PROBLEM TO WORK ON: Only the lines from the top of the listing below to the line that has "g.lineWidth = width;" should be echoed, with both ends kept and pictures left out.

GIVEN INFORMATION:
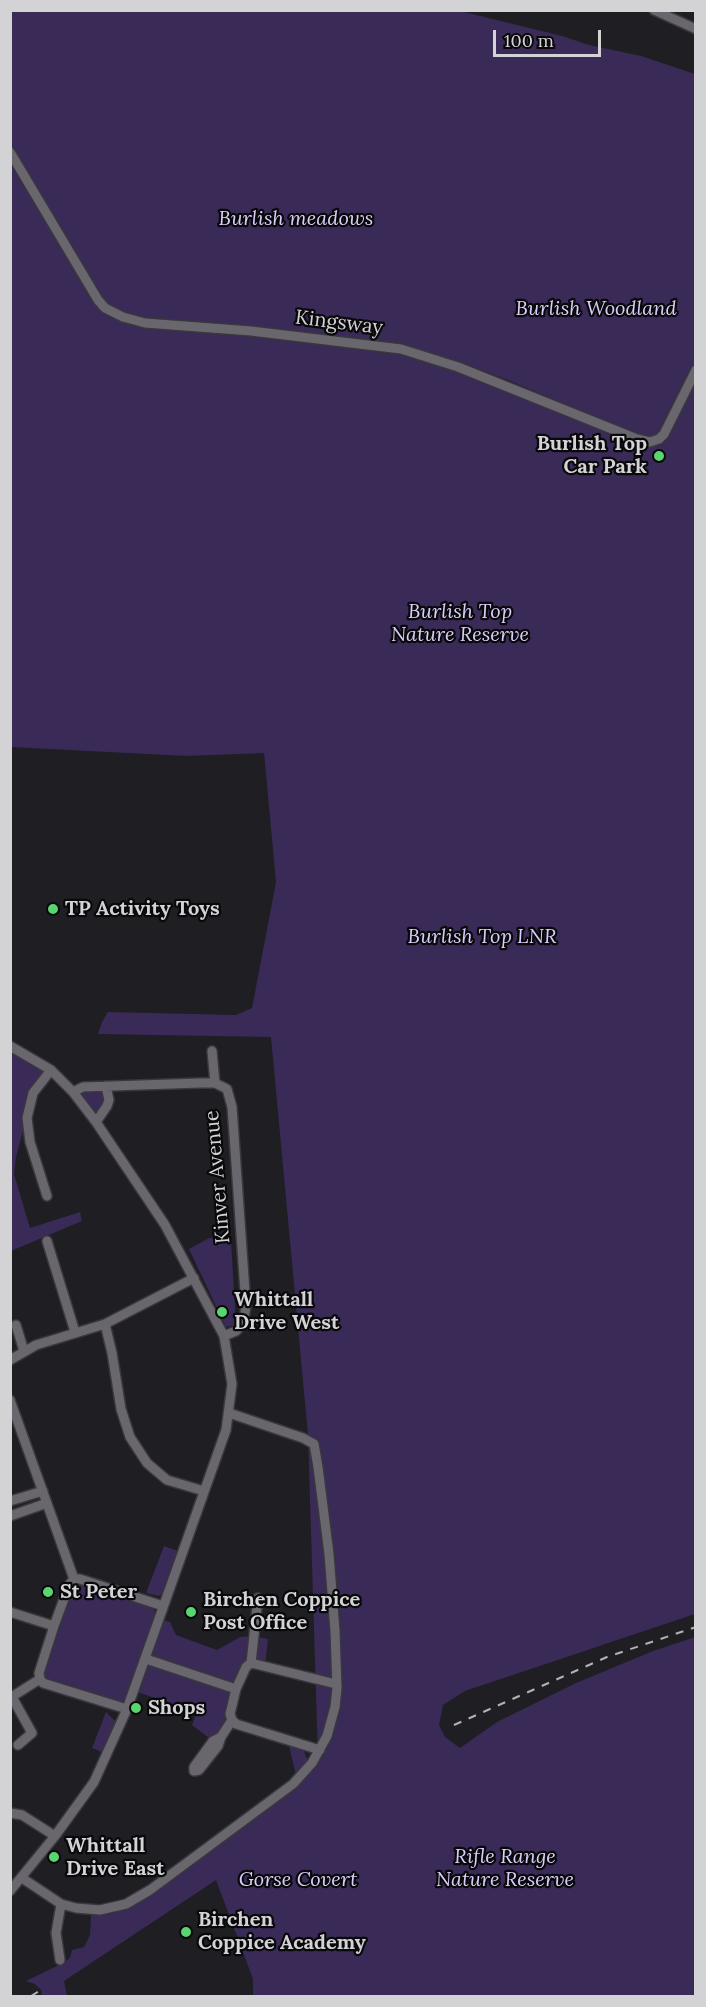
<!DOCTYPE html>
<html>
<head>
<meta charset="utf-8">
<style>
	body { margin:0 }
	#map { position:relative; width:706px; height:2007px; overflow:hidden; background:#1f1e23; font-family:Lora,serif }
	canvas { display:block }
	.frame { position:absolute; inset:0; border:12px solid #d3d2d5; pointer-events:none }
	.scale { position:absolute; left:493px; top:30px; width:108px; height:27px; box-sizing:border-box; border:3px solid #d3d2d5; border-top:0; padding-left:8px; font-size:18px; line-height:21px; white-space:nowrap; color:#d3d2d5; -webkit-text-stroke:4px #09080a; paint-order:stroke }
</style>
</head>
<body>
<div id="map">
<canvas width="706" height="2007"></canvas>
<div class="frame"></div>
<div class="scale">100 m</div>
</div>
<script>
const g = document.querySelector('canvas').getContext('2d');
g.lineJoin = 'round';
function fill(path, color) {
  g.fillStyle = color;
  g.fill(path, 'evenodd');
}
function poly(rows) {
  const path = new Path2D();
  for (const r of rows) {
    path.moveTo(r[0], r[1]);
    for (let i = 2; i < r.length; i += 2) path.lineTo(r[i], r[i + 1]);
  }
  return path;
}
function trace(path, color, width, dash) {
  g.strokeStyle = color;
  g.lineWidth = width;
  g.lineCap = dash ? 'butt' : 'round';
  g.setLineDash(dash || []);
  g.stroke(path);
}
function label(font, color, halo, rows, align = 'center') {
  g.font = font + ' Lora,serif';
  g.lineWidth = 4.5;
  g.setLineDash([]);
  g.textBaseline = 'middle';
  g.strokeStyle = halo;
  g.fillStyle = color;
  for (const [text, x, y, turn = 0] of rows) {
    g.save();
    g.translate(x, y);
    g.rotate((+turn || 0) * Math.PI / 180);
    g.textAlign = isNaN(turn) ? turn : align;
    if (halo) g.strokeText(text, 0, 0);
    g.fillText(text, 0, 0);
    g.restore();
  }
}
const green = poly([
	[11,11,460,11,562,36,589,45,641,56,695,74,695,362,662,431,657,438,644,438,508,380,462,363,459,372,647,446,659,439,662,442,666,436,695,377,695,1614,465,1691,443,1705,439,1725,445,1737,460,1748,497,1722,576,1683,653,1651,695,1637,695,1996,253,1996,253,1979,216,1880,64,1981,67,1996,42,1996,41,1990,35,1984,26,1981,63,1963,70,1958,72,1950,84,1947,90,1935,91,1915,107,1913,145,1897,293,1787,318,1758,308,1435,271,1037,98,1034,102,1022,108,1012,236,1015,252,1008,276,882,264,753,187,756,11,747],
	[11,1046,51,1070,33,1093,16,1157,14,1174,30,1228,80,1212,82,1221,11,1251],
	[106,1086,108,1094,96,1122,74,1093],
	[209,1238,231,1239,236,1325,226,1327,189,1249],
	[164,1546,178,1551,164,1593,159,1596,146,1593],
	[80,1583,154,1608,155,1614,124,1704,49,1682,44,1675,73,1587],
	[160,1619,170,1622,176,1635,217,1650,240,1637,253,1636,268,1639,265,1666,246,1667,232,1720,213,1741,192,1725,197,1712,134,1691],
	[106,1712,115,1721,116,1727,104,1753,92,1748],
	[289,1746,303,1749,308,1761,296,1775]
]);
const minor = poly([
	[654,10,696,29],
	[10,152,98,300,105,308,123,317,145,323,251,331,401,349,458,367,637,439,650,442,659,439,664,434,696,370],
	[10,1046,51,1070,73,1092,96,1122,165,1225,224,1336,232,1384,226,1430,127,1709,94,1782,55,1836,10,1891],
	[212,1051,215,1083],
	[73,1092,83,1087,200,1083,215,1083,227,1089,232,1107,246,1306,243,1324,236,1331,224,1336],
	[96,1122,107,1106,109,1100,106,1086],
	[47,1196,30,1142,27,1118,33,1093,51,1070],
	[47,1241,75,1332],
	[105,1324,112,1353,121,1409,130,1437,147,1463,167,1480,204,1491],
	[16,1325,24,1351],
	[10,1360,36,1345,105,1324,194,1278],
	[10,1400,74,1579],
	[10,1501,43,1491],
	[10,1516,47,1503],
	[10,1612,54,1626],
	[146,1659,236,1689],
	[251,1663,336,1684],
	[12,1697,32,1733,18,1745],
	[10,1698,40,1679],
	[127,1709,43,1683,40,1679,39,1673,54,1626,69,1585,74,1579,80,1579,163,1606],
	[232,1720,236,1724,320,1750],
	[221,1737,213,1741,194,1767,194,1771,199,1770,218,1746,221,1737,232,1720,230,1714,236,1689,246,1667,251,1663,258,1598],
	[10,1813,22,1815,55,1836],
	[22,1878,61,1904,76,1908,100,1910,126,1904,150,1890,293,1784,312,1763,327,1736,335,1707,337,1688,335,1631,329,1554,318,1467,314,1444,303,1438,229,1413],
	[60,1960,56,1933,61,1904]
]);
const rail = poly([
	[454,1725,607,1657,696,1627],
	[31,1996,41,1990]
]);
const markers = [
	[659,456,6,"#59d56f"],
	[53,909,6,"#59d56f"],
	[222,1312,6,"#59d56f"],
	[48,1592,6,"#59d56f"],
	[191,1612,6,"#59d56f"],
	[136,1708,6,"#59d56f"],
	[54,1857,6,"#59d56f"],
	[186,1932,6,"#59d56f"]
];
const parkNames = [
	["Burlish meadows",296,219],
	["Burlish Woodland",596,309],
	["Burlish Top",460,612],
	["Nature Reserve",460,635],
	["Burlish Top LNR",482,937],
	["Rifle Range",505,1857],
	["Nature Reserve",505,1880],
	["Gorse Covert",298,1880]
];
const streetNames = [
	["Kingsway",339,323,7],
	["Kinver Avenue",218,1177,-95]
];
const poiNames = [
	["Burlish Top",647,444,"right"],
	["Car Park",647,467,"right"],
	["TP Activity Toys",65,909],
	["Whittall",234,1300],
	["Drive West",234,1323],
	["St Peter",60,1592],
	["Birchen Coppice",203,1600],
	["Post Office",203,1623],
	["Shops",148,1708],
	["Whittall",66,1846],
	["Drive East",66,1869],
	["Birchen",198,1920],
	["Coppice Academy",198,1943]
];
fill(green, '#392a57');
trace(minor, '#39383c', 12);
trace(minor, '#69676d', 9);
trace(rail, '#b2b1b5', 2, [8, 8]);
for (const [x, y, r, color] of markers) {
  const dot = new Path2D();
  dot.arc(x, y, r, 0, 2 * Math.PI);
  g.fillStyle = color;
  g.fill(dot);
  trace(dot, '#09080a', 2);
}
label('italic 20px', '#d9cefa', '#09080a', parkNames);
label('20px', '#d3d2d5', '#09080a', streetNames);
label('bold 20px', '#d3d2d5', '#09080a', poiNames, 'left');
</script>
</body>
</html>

ANSWER AREA:
<!DOCTYPE html>
<html>
<head>
<meta charset="utf-8">
<style>
	body { margin:0 }
	#map { position:relative; width:706px; height:2007px; overflow:hidden; background:#1f1e23; font-family:Lora,serif }
	canvas { display:block }
	.frame { position:absolute; inset:0; border:12px solid #d3d2d5; pointer-events:none }
	.scale { position:absolute; left:493px; top:30px; width:108px; height:27px; box-sizing:border-box; border:3px solid #d3d2d5; border-top:0; padding-left:8px; font-size:18px; line-height:21px; white-space:nowrap; color:#d3d2d5; -webkit-text-stroke:4px #09080a; paint-order:stroke }
</style>
</head>
<body>
<div id="map">
<canvas width="706" height="2007"></canvas>
<div class="frame"></div>
<div class="scale">100 m</div>
</div>
<script>
const g = document.querySelector('canvas').getContext('2d');
g.lineJoin = 'round';
function fill(path, color) {
  g.fillStyle = color;
  g.fill(path, 'evenodd');
}
function poly(rows) {
  const path = new Path2D();
  for (const r of rows) {
    path.moveTo(r[0], r[1]);
    for (let i = 2; i < r.length; i += 2) path.lineTo(r[i], r[i + 1]);
  }
  return path;
}
function trace(path, color, width, dash) {
  g.strokeStyle = color;
  g.lineWidth = width;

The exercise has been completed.